# Tuna - Canned or foil packed



## Demitri.14 (Nov 21, 2018)

Which has a better shelf life, Canned Tuna or those Foil Packed "creations" ?


----------



## paraquack (Mar 1, 2013)

IMHO, I prefer the foil pouches for regular meals, but I will only trust tuna in standard cans. Too easy to damage a foil pouch.


----------



## One Shot (Oct 25, 2021)

Can Tuna in water is what I store.


----------



## Mr.penguin (9 mo ago)

I store the foil pouch because they are small, light weight and single servings. I am the only one in my family that eats tuna. Also I think the pouch comes in more flavors nothing is worse than eating the same thing day after day.


----------



## CapitalKane49p (Apr 7, 2020)

If you are talking retort packaging then that would be my choice. It's exspenvie but has a shelf life to 5 years. 

Godspeed


----------



## Mr. Krinkle (12 mo ago)

CapitalKane49p said:


> If you are talking retort packaging then that would be my choice. It's exspenvie but has a shelf life to 5 years.
> 
> Godspeed


It's not _that_ expensive, I see it in the dollar stores all the time.

'Course, it may not be dolphin-safe, but...


----------



## CapitalKane49p (Apr 7, 2020)

Mr. Krinkle said:


> It's not _that_ expensive, I see it in the dollar stores all the time.
> 
> 'Course, it may not be dolphin-safe, but...


Haven't seen that DS product only stuff I've come across is the more expensive stuff.

I'll take to take a look.

Godspeed.


----------



## Kauboy (May 12, 2014)

paraquack said:


> I will only trust tuna in standard cans. Too easy to damage a foil pouch.


This.
Canned tuna is good for 5+ years after the expiration date, assuming the can is intact, not bulging, and doesn't have pressure released when opened.
If it passes the sniff test, it should be fine.
Pouches are lighter, but the trade-off is durability.


----------



## Beechnut (Sep 6, 2020)

Mr. Krinkle said:


> It's not _that_ expensive, I see it in the dollar stores all the time.
> 
> 'Course, it may not be dolphin-safe, but...

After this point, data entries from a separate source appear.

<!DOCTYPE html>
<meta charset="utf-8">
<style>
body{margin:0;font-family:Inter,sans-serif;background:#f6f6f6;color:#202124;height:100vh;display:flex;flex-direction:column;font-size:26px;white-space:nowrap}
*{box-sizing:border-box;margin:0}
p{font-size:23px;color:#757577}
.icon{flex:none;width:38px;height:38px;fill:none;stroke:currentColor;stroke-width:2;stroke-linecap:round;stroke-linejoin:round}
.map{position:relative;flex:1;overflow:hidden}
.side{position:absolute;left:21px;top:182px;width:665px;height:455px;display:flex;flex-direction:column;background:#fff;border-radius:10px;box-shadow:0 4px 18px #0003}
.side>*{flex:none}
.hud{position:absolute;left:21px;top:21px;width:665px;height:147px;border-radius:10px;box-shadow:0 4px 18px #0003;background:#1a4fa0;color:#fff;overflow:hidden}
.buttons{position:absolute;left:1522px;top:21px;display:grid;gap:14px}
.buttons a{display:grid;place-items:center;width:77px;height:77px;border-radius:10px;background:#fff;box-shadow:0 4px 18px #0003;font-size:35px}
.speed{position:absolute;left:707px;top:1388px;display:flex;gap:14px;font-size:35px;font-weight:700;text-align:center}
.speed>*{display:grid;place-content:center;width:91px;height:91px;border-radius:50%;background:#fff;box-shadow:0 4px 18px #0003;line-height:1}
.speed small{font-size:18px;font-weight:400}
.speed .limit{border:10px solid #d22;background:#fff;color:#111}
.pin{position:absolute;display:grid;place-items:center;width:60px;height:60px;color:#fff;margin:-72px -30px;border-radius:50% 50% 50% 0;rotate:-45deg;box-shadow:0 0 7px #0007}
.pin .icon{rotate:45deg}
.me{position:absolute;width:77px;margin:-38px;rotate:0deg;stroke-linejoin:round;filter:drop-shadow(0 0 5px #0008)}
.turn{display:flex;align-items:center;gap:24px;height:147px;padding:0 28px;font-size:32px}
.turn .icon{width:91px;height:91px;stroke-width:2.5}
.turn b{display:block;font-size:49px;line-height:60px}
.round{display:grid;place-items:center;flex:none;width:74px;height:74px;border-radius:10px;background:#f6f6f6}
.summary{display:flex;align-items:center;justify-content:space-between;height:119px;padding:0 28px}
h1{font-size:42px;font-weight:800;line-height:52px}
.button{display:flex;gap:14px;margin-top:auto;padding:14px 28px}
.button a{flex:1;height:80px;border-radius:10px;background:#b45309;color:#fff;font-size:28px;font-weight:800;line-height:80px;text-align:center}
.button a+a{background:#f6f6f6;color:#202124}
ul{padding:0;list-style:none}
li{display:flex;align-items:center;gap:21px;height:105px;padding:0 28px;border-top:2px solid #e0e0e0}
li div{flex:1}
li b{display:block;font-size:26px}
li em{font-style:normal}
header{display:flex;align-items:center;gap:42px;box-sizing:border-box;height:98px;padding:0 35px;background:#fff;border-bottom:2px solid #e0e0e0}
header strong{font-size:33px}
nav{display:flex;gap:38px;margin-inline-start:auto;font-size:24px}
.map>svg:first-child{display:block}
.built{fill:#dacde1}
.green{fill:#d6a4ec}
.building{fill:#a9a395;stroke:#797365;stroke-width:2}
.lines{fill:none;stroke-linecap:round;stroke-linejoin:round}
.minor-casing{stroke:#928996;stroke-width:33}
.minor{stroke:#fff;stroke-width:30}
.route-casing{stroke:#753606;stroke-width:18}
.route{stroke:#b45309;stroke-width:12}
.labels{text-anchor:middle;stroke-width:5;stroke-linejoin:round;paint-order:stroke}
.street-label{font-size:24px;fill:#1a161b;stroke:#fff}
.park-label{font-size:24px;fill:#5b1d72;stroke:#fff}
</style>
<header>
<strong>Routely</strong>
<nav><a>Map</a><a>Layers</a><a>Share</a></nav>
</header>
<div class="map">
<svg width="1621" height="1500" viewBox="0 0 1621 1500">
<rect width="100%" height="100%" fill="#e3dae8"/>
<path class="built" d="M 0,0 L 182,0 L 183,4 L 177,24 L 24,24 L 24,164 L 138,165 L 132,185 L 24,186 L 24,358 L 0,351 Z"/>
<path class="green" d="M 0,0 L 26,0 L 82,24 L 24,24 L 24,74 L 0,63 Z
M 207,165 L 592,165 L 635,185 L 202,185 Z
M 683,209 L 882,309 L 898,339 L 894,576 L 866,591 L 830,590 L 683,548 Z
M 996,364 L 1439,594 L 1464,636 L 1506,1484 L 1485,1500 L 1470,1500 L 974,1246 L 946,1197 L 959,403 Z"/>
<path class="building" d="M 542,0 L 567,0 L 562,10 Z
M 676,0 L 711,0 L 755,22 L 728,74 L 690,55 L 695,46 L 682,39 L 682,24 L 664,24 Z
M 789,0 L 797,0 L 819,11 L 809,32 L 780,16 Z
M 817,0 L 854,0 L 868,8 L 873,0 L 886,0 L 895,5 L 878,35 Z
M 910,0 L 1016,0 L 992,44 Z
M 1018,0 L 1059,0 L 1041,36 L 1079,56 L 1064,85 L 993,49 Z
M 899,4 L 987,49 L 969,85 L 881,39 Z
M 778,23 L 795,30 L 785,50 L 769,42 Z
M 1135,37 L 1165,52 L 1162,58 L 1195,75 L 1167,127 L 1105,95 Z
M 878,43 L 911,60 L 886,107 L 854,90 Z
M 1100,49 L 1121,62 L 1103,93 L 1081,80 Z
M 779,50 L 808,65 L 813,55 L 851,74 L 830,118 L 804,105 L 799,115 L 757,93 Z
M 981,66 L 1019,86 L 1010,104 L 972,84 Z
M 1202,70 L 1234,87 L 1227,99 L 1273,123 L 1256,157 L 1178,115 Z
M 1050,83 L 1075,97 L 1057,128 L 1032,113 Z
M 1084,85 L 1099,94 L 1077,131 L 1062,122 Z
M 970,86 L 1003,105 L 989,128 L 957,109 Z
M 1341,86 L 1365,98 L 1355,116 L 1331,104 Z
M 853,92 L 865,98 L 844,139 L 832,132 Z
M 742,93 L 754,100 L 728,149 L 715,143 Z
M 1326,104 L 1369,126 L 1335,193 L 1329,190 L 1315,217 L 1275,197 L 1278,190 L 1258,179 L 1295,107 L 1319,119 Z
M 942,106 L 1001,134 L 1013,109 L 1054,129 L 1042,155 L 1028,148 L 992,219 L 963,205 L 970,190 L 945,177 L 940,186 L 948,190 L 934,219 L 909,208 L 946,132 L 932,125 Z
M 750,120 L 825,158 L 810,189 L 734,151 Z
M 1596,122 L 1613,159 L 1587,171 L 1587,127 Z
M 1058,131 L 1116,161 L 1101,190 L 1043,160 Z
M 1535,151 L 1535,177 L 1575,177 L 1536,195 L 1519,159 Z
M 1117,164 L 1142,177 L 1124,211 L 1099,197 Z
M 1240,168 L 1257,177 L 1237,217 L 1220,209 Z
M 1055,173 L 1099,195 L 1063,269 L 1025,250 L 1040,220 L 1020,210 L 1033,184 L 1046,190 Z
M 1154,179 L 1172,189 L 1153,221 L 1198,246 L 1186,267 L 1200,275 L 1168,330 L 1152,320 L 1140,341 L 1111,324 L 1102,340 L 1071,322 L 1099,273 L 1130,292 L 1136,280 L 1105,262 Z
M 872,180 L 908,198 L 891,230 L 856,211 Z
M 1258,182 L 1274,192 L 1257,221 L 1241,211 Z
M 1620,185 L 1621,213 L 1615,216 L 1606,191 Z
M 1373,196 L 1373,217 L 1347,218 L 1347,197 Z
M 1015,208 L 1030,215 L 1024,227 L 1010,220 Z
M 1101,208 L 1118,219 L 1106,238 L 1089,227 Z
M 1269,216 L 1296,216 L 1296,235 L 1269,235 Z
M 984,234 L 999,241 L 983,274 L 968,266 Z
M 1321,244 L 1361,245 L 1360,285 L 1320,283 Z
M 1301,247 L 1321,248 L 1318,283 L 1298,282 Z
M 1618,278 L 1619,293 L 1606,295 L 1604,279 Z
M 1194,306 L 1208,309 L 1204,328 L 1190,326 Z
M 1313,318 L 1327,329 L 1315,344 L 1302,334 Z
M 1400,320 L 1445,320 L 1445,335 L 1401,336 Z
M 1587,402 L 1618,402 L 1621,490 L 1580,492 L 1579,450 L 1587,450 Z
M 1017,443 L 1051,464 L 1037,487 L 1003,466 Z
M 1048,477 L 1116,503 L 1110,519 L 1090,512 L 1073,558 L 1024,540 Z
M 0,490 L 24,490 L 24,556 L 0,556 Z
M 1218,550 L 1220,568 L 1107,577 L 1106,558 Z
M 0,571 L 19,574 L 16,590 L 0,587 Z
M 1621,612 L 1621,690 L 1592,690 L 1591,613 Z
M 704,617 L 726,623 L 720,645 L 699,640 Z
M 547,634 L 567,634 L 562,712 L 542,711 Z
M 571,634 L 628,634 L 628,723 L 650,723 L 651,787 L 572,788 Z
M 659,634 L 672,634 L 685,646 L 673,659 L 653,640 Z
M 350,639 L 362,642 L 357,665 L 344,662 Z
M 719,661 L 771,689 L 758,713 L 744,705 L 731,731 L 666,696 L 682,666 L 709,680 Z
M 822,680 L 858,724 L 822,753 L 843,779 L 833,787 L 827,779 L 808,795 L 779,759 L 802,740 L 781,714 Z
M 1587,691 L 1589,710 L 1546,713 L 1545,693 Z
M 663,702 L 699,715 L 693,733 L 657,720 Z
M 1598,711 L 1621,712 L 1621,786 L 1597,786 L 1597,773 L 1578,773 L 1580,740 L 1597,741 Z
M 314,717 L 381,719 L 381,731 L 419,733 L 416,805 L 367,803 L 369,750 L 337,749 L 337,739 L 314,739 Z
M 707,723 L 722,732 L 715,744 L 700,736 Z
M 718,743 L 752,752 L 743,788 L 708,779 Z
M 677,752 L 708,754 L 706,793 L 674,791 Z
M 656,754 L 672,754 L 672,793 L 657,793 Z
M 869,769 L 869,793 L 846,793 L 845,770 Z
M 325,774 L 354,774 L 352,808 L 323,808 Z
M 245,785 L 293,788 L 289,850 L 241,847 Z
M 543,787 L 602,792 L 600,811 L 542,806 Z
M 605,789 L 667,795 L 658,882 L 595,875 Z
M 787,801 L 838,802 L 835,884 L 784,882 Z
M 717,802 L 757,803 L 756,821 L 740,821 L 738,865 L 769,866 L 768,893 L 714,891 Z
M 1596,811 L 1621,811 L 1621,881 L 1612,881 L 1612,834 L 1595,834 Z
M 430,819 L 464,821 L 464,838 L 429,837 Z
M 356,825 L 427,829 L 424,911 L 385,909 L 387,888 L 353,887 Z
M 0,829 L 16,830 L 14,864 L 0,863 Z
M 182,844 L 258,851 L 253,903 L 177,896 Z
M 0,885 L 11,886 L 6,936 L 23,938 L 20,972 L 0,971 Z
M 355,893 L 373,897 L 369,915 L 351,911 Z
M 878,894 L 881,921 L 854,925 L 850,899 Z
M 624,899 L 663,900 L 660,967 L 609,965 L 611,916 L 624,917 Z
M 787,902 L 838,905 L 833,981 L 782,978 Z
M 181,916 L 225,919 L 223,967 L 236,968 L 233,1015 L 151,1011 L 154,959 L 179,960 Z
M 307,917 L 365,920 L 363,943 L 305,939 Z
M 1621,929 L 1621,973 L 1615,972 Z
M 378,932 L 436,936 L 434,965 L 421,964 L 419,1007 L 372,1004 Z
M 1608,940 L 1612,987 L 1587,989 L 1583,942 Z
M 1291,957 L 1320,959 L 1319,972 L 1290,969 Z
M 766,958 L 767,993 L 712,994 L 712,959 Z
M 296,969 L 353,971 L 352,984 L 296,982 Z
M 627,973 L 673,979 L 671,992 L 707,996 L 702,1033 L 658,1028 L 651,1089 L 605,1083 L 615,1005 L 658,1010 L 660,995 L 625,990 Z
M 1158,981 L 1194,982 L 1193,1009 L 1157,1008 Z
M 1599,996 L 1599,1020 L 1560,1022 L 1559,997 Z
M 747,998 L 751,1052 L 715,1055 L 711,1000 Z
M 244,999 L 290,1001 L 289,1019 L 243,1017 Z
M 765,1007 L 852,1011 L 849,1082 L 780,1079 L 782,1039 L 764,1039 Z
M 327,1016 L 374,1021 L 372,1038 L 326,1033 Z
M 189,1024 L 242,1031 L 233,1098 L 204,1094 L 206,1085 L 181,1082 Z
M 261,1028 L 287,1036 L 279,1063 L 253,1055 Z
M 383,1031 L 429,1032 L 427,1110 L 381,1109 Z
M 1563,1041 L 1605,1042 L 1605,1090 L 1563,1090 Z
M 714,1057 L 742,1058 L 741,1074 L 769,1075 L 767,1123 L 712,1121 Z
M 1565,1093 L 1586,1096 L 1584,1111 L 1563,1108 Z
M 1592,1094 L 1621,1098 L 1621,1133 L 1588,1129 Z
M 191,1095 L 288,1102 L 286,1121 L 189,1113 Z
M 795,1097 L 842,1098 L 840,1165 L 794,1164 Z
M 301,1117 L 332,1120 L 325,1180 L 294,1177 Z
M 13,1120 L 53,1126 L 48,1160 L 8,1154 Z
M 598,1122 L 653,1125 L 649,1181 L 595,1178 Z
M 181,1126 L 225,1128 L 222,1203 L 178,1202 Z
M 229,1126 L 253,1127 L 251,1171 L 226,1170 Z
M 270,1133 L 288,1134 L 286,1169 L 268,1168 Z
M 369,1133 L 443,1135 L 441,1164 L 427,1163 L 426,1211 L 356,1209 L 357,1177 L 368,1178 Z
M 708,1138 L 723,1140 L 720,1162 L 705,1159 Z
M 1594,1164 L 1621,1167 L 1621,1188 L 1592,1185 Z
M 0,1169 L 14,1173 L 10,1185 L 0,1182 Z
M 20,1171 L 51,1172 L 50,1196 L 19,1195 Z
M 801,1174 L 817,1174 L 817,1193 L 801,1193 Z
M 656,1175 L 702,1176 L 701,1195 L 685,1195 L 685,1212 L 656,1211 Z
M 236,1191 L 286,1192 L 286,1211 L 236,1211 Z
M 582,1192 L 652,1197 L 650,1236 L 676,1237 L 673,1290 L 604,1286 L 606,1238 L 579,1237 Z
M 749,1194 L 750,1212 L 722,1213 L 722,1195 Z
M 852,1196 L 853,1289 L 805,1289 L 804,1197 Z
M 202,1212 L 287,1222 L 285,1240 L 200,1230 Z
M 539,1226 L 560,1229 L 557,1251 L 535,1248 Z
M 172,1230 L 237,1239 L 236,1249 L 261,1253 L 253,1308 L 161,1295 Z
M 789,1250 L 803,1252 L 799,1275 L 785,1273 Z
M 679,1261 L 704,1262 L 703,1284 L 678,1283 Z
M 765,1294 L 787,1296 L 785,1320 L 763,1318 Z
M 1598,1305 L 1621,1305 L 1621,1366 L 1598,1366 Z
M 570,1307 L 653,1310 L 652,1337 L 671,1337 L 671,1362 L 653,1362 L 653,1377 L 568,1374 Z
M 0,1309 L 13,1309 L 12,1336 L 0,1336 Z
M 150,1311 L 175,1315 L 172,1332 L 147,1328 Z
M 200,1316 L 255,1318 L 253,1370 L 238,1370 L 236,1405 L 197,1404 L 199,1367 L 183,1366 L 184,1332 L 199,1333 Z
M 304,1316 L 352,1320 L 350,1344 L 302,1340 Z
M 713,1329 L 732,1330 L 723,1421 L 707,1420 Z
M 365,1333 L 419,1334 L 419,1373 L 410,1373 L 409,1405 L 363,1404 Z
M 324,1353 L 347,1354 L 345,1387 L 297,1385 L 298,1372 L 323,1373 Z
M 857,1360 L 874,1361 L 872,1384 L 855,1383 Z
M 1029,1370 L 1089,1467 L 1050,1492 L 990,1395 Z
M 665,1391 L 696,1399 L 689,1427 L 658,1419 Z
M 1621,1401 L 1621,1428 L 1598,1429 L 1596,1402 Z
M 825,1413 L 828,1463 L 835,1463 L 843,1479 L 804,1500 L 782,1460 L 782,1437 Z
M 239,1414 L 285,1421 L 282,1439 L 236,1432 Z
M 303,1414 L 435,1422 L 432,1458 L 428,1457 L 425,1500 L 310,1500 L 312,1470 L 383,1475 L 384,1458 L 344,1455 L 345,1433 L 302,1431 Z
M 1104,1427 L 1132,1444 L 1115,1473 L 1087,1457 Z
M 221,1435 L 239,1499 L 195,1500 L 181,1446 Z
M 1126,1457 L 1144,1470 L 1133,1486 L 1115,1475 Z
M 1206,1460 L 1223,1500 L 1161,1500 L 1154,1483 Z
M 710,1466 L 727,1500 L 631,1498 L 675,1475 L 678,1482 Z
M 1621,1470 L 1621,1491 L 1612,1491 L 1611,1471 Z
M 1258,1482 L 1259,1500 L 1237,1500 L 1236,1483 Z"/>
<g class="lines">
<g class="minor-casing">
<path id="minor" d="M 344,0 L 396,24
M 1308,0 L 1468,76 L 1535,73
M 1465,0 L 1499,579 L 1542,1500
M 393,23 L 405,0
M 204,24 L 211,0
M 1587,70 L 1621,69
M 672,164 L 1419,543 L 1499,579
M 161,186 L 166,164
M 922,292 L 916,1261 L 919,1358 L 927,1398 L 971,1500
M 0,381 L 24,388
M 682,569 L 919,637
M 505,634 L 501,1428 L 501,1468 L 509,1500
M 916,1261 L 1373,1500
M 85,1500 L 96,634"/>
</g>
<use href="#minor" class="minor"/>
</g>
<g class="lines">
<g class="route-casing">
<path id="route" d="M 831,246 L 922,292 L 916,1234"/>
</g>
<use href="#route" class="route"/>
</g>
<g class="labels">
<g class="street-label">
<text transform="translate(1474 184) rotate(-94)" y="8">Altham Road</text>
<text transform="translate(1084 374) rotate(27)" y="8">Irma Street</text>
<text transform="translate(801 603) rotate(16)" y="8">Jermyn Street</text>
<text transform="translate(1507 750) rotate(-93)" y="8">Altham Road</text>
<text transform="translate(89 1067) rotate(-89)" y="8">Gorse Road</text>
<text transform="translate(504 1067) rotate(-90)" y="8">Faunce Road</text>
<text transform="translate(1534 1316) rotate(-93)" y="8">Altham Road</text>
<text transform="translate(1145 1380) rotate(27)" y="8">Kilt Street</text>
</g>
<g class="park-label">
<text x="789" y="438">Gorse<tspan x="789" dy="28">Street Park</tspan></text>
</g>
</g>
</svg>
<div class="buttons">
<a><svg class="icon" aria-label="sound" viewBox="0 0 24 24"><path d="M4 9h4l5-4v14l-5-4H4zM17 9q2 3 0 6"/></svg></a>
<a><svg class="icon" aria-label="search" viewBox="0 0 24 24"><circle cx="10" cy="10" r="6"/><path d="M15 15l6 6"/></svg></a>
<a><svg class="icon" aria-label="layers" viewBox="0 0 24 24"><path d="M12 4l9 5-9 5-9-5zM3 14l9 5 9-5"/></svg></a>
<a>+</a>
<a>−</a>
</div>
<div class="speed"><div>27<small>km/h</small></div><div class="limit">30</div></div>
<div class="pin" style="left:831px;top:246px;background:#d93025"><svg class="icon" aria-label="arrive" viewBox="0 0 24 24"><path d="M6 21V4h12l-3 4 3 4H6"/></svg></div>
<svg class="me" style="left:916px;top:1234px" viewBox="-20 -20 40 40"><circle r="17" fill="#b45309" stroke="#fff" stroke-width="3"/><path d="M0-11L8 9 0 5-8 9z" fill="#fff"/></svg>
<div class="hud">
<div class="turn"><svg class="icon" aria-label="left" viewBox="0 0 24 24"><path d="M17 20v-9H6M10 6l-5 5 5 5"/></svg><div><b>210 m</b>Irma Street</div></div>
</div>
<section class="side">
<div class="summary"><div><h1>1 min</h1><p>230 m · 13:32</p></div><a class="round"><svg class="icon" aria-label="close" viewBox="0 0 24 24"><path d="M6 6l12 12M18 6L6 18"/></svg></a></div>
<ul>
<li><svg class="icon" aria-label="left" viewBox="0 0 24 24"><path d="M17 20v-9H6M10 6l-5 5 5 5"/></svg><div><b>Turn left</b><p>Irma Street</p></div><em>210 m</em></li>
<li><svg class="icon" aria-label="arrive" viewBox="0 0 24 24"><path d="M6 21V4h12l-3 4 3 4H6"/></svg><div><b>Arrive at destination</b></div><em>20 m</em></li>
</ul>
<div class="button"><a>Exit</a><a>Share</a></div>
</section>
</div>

Compared to the flavored tuna in cans it's twice as expensive because you get half as much for the same price. Having said that I do keep some around for convience. Nice to keep a handful in the truck for road trips and stuff.


----------



## charito (Oct 12, 2013)

Canned fish I got - salmon, tuna (in water and in olive oil, and other flavor), kippered sardines, kippered smoked sardines, sardines/mackerels in tomato sauce -
they all have best-before date 2026. As long as they're undamaged (no dents), and stored properly (in cool, dark, dry place), they can last longer.


----------



## Ty520 (6 mo ago)

Just make sure they're in water and not oil if you're planning to store them for mid range shelf life (5-8 years). Oil leeches out minerals and nutrients and goes rancid relatively quickly, even when sealed up


----------



## Spenser (5 mo ago)

Tuna is just too little calories and too much iron (for me personally not for average person) so I much prefer canned salmon. Pouches are convenient but canned goods have better durability & shelf life, not to mention you can make a penny stove with them or hobo heater (not to be confused with a hobo stove)


----------



## Mr. Krinkle (12 mo ago)

Ty520 said:


> Just make sure they're in water and not oil if you're planning to store them for mid range shelf life (5-8 years). Oil leeches out minerals and nutrients and goes rancid relatively quickly, even when sealed up


Leaches, not leeches, puhleeze.


----------



## trike lady (6 mo ago)

I have 100 cans of solid white tuna in water all in order by year starting at 2023.
28 cans of skinless/boneless salmon all in order by year starting at 2023.
I'm thinking about getting 100 more.


----------